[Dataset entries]
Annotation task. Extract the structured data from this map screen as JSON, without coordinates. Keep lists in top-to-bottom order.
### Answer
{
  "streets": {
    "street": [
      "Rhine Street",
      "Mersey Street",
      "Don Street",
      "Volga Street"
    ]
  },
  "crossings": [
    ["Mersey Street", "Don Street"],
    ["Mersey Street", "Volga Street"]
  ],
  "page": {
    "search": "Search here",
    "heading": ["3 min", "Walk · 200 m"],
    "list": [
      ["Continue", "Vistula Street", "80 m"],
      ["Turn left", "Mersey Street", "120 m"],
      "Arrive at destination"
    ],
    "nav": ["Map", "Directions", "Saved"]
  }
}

» **Exercise description**
Nothing is to be left out: set down all the records again exactly.

» **Completed task**
Annotation task. Extract the structured data from this map screen as JSON, without coordinates. Keep lists in top-to-bottom order.
### Answer
{
  "streets": {
    "street": [
      "Rhine Street",
      "Mersey Street",
      "Don Street",
      "Volga Street"
    ]
  },
  "crossings": [
    ["Mersey Street", "Don Street"],
    ["Mersey Street", "Volga Street"]
  ],
  "page": {
    "search": "Search here",
    "heading": ["3 min", "Walk · 200 m"],
    "list": [
      ["Continue", "Vistula Street", "80 m"],
      ["Turn left", "Mersey Street", "120 m"],
      "Arrive at destination"
    ],
    "nav": ["Map", "Directions", "Saved"]
  }
}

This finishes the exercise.